**Exercise brief**. Whenever the word "hidden" appears in a line of the data below, copy that line.

Collected data entries:
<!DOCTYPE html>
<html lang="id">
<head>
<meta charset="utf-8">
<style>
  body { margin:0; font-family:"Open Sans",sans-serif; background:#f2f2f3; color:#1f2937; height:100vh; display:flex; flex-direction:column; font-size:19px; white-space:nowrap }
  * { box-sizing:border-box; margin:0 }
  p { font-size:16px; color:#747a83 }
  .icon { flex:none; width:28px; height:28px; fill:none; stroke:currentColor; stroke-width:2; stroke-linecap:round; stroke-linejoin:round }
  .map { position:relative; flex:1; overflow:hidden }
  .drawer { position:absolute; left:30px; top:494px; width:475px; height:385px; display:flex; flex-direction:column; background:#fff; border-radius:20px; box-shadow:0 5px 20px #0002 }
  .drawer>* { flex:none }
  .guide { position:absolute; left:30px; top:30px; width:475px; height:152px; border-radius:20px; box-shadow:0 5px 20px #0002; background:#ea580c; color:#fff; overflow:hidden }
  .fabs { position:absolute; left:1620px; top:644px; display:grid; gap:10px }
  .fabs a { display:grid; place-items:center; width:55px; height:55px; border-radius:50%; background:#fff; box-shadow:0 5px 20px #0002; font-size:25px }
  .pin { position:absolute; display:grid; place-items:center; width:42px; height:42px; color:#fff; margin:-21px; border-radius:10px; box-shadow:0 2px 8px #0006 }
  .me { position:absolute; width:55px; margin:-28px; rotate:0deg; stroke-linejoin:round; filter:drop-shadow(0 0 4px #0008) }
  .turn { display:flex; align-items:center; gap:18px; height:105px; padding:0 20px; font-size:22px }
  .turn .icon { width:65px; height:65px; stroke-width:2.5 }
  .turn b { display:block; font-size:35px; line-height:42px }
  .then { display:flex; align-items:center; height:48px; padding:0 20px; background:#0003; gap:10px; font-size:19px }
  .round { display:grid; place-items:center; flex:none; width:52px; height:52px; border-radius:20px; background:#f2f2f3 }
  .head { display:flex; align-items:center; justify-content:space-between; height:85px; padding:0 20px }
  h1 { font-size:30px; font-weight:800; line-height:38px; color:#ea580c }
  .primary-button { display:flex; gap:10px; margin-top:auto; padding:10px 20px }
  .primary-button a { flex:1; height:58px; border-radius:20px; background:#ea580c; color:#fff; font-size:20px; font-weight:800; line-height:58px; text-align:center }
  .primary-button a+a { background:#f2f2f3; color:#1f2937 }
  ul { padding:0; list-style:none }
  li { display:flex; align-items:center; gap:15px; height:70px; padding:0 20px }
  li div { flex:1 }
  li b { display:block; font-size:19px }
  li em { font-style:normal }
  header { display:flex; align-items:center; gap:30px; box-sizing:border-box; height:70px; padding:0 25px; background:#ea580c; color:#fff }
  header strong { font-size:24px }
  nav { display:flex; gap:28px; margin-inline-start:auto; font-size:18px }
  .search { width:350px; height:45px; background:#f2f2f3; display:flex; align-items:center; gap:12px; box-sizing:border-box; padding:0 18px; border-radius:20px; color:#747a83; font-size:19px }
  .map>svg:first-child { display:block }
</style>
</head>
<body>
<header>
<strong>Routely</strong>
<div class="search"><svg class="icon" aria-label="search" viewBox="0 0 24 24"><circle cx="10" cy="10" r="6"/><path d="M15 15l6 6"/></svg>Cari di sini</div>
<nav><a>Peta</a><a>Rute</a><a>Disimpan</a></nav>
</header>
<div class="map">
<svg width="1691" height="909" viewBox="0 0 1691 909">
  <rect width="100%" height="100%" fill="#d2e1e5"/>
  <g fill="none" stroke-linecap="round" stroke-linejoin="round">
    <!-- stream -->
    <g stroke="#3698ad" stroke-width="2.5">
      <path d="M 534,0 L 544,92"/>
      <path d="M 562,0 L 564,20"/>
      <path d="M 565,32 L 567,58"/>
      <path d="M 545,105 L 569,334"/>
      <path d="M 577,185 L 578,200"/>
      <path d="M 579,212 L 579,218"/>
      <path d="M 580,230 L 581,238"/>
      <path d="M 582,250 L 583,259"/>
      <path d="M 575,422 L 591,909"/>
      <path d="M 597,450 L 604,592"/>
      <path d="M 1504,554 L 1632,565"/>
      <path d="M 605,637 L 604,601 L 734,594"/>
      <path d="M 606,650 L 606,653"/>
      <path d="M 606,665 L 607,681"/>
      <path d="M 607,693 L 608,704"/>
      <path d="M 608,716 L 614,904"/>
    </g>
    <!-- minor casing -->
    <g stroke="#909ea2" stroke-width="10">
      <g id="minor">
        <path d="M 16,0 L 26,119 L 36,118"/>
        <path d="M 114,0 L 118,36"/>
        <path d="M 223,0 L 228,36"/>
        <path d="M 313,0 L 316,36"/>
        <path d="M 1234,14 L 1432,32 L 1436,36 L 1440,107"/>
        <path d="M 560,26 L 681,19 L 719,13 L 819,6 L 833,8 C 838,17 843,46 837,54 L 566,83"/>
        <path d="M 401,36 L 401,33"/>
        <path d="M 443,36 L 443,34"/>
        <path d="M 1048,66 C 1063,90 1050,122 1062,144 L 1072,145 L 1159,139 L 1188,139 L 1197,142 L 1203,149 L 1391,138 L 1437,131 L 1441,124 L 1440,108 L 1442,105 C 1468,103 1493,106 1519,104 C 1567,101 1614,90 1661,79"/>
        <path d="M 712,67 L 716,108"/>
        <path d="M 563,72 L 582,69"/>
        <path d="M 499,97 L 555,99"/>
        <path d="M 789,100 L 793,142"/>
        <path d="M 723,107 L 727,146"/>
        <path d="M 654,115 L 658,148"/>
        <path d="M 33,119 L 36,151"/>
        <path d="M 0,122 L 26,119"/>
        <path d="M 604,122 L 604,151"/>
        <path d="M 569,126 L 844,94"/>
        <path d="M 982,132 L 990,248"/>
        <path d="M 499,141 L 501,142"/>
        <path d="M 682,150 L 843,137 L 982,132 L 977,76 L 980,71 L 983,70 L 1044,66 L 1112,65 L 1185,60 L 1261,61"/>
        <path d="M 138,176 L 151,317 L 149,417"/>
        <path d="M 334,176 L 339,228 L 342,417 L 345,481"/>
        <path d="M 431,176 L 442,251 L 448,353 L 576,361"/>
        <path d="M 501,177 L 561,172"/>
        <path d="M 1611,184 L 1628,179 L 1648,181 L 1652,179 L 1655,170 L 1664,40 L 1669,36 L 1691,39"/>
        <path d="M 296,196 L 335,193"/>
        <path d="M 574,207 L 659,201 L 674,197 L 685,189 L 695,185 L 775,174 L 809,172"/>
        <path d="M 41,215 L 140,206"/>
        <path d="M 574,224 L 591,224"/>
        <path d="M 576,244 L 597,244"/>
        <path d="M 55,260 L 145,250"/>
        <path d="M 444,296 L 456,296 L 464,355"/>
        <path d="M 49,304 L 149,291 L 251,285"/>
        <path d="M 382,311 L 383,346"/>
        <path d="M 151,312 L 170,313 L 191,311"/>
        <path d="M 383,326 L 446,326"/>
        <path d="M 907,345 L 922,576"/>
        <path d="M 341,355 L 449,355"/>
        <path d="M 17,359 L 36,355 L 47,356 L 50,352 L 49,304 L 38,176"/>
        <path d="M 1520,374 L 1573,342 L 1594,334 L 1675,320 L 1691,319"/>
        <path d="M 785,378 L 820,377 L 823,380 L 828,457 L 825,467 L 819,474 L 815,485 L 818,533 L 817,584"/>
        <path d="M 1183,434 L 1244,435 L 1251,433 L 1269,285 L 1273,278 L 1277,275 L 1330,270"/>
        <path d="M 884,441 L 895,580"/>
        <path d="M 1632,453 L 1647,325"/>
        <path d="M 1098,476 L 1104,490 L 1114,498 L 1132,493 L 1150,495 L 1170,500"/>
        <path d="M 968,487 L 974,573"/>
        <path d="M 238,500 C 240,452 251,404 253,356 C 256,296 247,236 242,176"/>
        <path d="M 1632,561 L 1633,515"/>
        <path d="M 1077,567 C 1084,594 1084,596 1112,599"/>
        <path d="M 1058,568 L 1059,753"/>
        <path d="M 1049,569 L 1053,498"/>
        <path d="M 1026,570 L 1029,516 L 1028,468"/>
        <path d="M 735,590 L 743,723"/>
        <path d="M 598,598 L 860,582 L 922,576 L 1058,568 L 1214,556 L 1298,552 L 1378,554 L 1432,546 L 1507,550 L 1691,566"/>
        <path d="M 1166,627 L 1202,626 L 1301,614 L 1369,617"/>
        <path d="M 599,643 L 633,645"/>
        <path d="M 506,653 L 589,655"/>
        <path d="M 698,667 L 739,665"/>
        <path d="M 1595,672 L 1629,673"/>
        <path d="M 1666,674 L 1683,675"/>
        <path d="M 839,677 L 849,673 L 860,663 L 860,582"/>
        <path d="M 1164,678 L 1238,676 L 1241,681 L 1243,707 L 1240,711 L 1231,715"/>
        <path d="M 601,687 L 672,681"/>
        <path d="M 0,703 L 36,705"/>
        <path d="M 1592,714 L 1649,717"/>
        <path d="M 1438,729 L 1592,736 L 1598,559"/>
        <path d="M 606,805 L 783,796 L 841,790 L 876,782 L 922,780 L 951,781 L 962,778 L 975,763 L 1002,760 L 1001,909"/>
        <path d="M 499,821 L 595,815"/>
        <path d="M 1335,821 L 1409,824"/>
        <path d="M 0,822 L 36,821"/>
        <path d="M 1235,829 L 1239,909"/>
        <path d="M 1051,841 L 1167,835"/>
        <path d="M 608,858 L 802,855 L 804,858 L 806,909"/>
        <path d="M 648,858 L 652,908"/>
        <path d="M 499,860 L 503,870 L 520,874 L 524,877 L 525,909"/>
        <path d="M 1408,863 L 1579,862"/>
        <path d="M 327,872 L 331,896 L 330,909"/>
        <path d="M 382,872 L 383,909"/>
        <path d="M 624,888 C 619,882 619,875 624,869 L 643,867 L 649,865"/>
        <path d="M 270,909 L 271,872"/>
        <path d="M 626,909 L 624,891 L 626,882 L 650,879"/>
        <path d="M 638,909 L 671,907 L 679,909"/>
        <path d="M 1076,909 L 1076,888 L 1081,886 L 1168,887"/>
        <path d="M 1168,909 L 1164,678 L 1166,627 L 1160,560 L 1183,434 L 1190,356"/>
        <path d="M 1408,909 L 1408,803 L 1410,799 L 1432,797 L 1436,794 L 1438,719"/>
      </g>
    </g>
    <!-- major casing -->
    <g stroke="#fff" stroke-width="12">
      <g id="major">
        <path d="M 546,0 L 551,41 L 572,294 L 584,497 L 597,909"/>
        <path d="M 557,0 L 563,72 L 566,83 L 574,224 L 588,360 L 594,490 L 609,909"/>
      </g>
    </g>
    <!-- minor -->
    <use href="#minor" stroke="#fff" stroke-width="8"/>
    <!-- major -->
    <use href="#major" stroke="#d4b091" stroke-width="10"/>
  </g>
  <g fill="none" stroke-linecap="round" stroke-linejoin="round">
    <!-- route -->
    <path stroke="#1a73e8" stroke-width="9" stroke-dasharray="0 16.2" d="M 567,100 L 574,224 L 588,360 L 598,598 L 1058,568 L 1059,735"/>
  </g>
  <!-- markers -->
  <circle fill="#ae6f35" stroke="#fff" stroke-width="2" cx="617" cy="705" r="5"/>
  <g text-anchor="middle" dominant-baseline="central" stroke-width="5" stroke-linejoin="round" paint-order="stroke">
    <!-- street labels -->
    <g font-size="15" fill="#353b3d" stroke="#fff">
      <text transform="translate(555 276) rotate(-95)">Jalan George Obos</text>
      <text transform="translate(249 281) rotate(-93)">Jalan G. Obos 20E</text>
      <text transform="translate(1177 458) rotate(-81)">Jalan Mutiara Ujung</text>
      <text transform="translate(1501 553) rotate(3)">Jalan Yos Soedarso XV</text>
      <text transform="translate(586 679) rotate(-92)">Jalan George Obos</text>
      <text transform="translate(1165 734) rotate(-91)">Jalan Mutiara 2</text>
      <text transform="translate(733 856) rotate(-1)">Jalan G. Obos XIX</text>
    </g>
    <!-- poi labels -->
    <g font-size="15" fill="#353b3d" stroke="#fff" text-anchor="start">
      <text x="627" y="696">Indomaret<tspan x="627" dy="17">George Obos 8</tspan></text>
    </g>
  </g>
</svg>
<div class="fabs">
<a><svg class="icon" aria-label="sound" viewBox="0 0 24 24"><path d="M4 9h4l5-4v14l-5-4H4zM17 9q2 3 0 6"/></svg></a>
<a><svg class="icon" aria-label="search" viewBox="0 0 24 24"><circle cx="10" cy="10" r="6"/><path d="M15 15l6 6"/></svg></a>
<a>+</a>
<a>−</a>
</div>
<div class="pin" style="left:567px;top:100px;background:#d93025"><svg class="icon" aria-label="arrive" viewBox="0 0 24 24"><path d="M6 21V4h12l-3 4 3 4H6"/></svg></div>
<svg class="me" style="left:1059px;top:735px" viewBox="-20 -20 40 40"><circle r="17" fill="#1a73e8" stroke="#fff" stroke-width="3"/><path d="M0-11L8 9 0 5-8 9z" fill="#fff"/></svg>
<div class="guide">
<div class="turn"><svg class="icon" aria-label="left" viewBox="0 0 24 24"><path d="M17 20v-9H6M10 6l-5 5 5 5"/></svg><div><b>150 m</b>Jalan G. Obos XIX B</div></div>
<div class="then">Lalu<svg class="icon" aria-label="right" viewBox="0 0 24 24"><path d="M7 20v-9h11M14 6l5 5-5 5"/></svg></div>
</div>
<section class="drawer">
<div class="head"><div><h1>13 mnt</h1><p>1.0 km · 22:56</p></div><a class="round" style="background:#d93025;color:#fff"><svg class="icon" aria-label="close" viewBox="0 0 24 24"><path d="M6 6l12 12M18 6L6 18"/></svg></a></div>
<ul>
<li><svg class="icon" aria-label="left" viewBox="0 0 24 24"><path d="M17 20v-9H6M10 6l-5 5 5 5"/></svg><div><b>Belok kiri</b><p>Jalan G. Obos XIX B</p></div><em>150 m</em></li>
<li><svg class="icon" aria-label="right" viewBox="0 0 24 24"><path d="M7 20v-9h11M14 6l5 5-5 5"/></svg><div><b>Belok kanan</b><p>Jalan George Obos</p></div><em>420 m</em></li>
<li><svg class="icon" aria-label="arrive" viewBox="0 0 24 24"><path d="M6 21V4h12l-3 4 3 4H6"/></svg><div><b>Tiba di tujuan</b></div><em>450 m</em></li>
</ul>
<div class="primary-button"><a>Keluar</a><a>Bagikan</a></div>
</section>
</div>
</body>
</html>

**Task output**.
  .map { position:relative; flex:1; overflow:hidden }
  .guide { position:absolute; left:30px; top:30px; width:475px; height:152px; border-radius:20px; box-shadow:0 5px 20px #0002; background:#ea580c; color:#fff; overflow:hidden }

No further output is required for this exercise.